Internationalization Architecture Review Points
- From technical perspective, architecture review is the most important thing for internationalization. Especially if you are building a brand new product or a major feature, it is highly encouraged to perform internationalization architecture review by having the experts of internationalization. It is quite similar to inviting security/usability experts for your product architecture review. If you can uncover internationalization defects in this phase, your internationalization work will get much easier later on. Even if you think you cannot afford implementing all internationalization requirements from the beginning, you can at least prepare place holders for internationalization and make your changes to conform to those requirements a lot easier in the future releases. Also even if you already have released your products, the architecture review should be performed so you can identify the major issues prior to implementation changes/QA. Otherwise, you would not be able to do code changes/QA in a cost effective manner.
- The following sections are internationalization review point categories and those are introduced in the order of priority. So, if your products do not pass the earlier category, it may not be worth moving forward to the latter categories. For instance, if you don't know whether technology stacks can support the encodingds you have to support, you won't be able to say if your data handling is good.
- Also the rule of thumb in prioritizing internationalization issues is evaluating the number of languages/regions affected by the given internationalization issue. For instance, if your products lack GBK encoding support, you probably have the difficulty to start your business in China only. But if you lack ISO-8859-1 encoding support, you most likely lose your business opportunity in western European countries, which means 15 countries+. Though China is an emerging and attractive market, losing western European counties would be a more significant impact for your business. Another example is the lack of translation for your server products. Though it is always preferred to provide translation for any language, it is not always mandated requirement especially for the server products. (Note: if you are looking at Japanese market, you should provide the translation regardless of the nature of your products. They always require translation.) So, data handling, locale management should have higher priority than localizability especially for the server products.

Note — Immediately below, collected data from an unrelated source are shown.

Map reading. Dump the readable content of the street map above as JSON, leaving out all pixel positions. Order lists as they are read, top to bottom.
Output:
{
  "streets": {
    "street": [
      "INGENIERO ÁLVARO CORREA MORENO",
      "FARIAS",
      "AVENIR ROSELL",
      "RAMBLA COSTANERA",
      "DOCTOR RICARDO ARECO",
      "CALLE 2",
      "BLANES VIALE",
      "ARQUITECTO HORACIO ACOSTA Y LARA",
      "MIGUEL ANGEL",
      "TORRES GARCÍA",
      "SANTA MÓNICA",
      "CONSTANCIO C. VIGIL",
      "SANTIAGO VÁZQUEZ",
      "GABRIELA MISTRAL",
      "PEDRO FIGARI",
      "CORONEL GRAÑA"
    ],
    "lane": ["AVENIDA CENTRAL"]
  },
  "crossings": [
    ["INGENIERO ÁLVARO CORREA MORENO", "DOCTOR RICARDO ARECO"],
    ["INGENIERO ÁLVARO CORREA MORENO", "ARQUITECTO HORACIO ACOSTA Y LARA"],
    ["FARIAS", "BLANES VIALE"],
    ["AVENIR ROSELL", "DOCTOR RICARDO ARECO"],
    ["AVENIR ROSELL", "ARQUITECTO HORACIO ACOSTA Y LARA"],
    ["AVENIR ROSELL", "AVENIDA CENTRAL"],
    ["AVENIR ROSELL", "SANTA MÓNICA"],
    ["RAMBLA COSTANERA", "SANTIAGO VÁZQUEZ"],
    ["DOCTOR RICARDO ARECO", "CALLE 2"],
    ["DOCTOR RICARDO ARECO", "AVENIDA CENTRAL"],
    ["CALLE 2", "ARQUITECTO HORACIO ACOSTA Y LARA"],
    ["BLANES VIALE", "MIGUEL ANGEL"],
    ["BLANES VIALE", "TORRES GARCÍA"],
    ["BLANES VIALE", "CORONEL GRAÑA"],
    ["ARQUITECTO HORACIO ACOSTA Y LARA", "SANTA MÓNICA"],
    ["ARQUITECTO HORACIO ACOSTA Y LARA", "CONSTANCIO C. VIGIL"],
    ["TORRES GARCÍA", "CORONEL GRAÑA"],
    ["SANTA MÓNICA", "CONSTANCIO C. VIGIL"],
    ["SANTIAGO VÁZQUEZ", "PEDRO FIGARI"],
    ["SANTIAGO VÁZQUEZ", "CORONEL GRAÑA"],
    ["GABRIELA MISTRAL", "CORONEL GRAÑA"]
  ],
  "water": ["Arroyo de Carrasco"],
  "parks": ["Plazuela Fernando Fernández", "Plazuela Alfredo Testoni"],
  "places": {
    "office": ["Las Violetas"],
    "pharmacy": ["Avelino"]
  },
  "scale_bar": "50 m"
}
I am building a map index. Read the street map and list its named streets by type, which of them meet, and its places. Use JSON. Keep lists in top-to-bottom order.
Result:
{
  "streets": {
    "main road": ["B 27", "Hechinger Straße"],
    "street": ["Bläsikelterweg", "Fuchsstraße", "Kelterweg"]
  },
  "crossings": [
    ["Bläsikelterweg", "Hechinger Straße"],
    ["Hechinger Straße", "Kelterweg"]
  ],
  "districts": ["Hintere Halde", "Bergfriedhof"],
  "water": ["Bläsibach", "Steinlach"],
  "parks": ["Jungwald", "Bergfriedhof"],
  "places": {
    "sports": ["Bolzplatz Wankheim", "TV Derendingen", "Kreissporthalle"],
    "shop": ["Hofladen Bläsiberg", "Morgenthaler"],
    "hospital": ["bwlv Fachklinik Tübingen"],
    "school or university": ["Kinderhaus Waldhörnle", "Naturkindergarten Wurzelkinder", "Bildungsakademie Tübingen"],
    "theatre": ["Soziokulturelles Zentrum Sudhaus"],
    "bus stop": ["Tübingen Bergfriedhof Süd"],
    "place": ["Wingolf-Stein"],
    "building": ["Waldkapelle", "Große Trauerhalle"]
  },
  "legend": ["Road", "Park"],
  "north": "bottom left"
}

- The following categories are prioritized based on this rule of thumb. Therefore, fulfilling the earlier categories is more important than fulfilling the latter categories from business perspective as well.
- First of all, you need to check if technology stacks used for your products can pass the following review points. This is the fundamental thing to check. While your technology stacks cannot support a certain encoding and do not provide a way to extend the encoding support, you unlikely can provide a support for that encoding. Or if your technology stacks do not provide translation for a certain language, you need to think how to deal with that lack of translation in technology stacks.
- So, please perform technology stack review prior to internationalization review for your products.
- It is important to determine character sets/character encodings supported by your products. Although the encodings to support are very depending on the nature of your products, it is highly encouraged to support Unicode in any case. Though some legacy systems are requiring legacy encodings such as ISO-8859-1, the new systems are supporting one of Unicode encodings like UTF-8, UTF-16. Since Unicode allows you to support almost all languages in this world, supporting Unicode maximizes your return of investment for internationalization.
- As it is mentioned above, it is highly recommended to support Unicode encodings always. Then what other encodings should be supported? The answer is highly depending on the nature of your products. Let's take GMAIL as an example here. GMAIL basically runs in UTF-8 when users browse incoming mails and composing mails. However, the encoding of mails sent by GMAIL is the legacy encoding rather than UTF-8, e.g. ISO-2022-JP for Japanese. This is because there are still some e-mail clients, which cannot handle UTF-8 encoding. (Note: most of e-mail client softwares do support UTF-8 but web mail clients and possibly mobile clients may not support UTF-8 but support only the legacy encodings.)
- The other example is web service. As far as the new implementations like XML services are concerned, they most likely support UTF-8 or UTF-16. But many of EDI specifications support only the legacy encodings like ISO-8859-1, US-ASCII and those do not support Unicode encodings.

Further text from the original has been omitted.